By David Hsu, Fall 2016 Student Intern
In July, FINRA issued a regulatory notice entitled Forum Selection Provisions. The most important takeaway for investors is that they always have a right to arbitrate their claim in FINRA, even if the broker attempts to make the investor sign away their right to FINRA arbitration.
FINRA arbitration is often the most accessible form of dispute resolution available to investors. It may be faster than a typical court proceeding and more cost effective. Thus, by denying access to FINRA arbitration, a brokerage firm can discourage investors from pursuing claims for less egregious misconduct.

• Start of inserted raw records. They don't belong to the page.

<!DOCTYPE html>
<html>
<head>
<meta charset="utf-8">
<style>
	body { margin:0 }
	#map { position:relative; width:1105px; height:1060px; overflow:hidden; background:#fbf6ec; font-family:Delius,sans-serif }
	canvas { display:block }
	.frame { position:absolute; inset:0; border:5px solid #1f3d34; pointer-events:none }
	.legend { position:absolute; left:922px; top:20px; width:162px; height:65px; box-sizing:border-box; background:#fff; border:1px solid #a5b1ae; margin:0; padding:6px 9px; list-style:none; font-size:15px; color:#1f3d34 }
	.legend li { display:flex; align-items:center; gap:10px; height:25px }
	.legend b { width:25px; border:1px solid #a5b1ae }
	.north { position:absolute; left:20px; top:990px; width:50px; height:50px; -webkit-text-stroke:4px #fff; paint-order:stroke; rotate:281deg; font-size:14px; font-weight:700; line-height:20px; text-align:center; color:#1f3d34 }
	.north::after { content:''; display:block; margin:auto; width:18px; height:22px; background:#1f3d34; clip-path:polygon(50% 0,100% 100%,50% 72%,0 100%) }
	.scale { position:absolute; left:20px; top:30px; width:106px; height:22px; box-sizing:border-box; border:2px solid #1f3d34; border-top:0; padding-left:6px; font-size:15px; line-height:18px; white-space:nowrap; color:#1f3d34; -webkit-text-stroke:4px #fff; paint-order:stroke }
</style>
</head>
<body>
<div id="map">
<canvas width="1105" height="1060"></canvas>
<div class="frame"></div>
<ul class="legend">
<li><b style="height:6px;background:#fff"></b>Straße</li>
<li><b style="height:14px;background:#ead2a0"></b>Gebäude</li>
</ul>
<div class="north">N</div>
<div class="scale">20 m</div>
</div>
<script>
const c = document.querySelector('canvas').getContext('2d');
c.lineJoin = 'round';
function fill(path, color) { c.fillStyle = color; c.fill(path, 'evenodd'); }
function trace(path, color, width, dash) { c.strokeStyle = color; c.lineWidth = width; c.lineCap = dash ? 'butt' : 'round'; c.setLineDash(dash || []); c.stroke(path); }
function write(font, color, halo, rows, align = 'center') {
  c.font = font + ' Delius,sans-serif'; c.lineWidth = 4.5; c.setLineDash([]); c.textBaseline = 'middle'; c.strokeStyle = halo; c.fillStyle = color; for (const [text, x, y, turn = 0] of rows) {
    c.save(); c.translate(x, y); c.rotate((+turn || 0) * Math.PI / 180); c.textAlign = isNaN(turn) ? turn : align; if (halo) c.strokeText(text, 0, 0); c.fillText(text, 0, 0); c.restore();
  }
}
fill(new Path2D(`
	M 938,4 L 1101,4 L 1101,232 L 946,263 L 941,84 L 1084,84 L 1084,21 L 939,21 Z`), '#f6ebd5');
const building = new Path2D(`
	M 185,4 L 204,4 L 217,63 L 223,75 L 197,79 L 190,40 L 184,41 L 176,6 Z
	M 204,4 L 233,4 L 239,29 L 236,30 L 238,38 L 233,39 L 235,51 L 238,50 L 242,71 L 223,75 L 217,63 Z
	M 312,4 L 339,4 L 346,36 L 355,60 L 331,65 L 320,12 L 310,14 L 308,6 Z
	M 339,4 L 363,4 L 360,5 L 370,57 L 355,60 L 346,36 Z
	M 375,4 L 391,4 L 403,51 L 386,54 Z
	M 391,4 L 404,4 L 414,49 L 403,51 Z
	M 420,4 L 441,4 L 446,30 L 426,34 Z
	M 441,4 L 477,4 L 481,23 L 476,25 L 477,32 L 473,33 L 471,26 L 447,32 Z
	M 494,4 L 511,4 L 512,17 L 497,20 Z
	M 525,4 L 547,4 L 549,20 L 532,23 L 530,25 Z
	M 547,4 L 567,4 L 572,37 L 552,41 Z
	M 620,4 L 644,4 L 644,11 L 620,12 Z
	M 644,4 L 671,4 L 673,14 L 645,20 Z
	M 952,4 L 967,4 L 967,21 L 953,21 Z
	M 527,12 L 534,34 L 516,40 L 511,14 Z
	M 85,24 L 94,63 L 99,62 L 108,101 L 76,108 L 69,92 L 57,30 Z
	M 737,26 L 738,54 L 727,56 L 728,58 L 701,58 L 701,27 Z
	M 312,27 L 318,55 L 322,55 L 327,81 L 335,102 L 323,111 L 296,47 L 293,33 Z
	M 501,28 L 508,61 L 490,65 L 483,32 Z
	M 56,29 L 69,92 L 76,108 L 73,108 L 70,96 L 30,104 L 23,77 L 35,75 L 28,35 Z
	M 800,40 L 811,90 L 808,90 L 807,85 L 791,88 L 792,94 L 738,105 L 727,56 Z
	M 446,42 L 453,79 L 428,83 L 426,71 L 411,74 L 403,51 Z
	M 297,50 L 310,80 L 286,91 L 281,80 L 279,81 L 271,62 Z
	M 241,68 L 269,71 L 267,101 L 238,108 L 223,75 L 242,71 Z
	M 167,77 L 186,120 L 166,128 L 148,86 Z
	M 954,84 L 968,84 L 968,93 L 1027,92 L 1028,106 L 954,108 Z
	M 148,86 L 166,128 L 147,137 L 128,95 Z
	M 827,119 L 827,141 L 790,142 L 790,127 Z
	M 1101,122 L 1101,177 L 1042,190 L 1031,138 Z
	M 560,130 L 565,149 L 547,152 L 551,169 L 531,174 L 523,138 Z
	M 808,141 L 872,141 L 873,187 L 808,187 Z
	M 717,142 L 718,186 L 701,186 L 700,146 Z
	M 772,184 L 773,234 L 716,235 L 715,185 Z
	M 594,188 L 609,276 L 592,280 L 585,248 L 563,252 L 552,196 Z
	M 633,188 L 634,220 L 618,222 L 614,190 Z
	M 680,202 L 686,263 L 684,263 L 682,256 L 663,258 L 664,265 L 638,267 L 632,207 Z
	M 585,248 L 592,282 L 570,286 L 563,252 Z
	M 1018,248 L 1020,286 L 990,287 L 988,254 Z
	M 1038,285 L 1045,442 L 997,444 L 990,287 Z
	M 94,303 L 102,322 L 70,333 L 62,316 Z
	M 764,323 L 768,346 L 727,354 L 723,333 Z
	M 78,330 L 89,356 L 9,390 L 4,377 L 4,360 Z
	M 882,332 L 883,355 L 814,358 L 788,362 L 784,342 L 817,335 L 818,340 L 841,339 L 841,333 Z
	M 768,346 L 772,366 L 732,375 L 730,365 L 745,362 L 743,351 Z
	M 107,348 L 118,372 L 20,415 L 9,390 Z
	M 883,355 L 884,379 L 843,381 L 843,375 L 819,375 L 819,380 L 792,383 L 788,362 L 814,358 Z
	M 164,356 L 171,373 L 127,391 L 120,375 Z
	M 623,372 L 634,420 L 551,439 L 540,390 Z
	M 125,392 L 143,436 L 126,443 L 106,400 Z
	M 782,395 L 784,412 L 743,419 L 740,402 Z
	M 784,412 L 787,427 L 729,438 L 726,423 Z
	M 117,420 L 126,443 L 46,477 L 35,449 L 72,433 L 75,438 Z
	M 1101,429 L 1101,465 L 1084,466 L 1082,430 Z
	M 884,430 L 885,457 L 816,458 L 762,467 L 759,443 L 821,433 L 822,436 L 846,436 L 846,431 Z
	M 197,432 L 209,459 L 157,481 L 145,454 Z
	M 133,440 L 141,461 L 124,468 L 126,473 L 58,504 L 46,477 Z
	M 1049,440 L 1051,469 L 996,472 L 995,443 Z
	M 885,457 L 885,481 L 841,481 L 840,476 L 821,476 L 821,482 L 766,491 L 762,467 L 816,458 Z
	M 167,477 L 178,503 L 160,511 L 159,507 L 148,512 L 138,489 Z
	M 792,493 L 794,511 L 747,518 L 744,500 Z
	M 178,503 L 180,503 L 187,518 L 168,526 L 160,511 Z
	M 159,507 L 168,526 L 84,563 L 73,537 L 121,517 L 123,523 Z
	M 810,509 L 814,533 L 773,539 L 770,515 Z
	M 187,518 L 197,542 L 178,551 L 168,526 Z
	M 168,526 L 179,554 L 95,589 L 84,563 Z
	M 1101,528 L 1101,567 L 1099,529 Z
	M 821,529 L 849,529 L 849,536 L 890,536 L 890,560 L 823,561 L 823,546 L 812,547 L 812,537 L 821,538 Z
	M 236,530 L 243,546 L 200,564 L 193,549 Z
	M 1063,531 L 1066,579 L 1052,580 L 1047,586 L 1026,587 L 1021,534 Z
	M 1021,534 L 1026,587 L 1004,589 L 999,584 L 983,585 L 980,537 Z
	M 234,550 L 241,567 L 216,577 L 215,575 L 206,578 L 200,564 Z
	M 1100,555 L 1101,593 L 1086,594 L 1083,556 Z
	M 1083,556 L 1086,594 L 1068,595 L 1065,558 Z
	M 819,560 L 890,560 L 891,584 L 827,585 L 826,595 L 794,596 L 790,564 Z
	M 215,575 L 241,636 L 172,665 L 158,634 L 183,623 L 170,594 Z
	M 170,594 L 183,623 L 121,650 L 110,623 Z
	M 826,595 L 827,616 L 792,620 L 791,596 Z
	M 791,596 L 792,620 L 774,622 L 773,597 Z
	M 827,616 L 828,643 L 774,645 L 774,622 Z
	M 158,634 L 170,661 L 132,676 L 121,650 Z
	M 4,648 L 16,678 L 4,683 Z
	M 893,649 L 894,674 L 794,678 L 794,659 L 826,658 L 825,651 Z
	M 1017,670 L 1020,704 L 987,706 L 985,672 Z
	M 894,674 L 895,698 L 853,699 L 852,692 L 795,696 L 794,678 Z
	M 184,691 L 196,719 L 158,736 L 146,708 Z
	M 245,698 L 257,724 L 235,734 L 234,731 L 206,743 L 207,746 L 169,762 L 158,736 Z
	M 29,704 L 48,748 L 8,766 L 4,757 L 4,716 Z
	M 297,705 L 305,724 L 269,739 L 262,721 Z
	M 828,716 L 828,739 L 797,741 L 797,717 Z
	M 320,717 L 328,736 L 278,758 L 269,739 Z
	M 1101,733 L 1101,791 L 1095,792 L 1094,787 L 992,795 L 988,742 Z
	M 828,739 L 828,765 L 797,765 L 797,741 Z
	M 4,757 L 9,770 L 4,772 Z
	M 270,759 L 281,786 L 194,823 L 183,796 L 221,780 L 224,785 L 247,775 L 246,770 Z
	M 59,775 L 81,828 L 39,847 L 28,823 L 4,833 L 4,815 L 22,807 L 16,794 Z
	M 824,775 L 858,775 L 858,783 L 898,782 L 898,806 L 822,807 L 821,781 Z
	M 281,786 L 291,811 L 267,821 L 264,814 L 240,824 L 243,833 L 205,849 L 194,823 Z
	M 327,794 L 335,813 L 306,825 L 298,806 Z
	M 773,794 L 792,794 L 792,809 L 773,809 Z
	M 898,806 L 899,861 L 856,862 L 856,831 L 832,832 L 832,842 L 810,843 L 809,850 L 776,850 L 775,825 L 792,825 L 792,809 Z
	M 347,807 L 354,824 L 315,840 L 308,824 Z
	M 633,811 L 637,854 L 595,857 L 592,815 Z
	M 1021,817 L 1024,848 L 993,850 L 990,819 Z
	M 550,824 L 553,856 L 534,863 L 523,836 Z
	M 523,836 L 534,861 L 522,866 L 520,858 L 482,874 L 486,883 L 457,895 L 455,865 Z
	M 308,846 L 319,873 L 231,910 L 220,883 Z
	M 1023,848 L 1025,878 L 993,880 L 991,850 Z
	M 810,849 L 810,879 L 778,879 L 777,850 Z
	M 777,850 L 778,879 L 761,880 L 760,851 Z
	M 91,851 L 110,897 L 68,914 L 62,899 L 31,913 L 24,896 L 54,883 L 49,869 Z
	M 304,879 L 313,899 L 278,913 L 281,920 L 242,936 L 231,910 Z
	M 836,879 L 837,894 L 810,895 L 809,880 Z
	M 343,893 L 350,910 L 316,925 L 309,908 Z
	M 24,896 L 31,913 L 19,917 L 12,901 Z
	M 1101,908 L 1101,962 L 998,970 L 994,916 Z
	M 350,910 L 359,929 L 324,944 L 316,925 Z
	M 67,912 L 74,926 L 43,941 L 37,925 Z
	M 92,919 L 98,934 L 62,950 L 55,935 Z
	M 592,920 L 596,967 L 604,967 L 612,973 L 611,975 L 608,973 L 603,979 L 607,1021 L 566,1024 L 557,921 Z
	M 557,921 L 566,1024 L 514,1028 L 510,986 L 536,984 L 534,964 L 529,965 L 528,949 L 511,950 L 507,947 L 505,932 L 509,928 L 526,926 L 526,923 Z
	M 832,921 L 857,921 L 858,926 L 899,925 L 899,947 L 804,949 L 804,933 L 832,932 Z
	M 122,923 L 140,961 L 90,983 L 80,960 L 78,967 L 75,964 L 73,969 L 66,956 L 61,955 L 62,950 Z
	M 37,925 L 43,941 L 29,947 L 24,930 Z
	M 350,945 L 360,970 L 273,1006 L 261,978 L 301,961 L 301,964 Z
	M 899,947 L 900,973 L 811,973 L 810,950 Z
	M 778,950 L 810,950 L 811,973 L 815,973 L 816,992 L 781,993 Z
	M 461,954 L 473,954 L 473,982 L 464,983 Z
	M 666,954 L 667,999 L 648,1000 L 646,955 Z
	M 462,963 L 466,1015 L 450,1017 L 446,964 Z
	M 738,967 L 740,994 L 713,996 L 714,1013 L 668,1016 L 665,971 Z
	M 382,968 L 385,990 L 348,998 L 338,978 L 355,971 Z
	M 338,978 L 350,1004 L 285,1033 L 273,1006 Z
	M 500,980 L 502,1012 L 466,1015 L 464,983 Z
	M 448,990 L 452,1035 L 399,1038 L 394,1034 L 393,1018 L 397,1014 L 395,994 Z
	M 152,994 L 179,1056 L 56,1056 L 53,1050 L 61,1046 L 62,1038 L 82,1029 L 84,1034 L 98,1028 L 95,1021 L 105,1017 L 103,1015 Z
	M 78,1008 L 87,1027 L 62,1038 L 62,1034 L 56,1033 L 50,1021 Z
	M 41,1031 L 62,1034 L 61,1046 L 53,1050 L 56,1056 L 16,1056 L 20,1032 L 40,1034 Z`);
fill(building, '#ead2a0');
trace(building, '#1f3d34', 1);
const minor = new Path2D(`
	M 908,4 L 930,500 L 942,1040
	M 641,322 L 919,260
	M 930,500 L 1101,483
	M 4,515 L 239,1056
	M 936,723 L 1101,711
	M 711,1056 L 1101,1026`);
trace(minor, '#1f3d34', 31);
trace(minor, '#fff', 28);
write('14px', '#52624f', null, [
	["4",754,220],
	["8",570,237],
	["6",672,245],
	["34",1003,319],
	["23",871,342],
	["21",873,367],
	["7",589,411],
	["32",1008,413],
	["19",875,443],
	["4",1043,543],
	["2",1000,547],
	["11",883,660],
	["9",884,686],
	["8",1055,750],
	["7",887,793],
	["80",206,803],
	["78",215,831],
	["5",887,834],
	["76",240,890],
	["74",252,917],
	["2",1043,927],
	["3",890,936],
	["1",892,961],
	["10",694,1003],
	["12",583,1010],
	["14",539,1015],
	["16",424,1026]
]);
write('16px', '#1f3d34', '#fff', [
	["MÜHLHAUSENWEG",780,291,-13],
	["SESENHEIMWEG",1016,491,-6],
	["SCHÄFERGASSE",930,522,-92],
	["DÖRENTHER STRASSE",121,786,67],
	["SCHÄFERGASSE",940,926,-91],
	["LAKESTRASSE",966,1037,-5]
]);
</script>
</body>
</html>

According to at least one expert, FINRA’s impetus for issuing this notice stems from court decisions in the 2nd Circuit which interpret FINRA’s rule requiring FINRA arbitration to be available to investors as one which can be waived by contract (see, e.g., Credit Suisse Sec. (USA) LLC v. Tracy, 812 F.3d 249, 254 (2d Cir. 2016)). So, at least in Connecticut, New York, and Vermont, courts would enforce a waiver of FINRA arbitration.
FINRA’s regulatory notice serves to remind brokers and investors alike that, regardless of a court’s interpretation of FINRA regulations, member firms are subject to disciplinary action for violations of FINRA rules. This includes a firm requiring an investor to waive their right to FINRA arbitration through the broker agreement.
It is important for an investor to know their rights should a dispute occur with the brokerage firm. Investors would be wise to follow the advice within the regulatory notice and contact FINRA with any questions or concerns.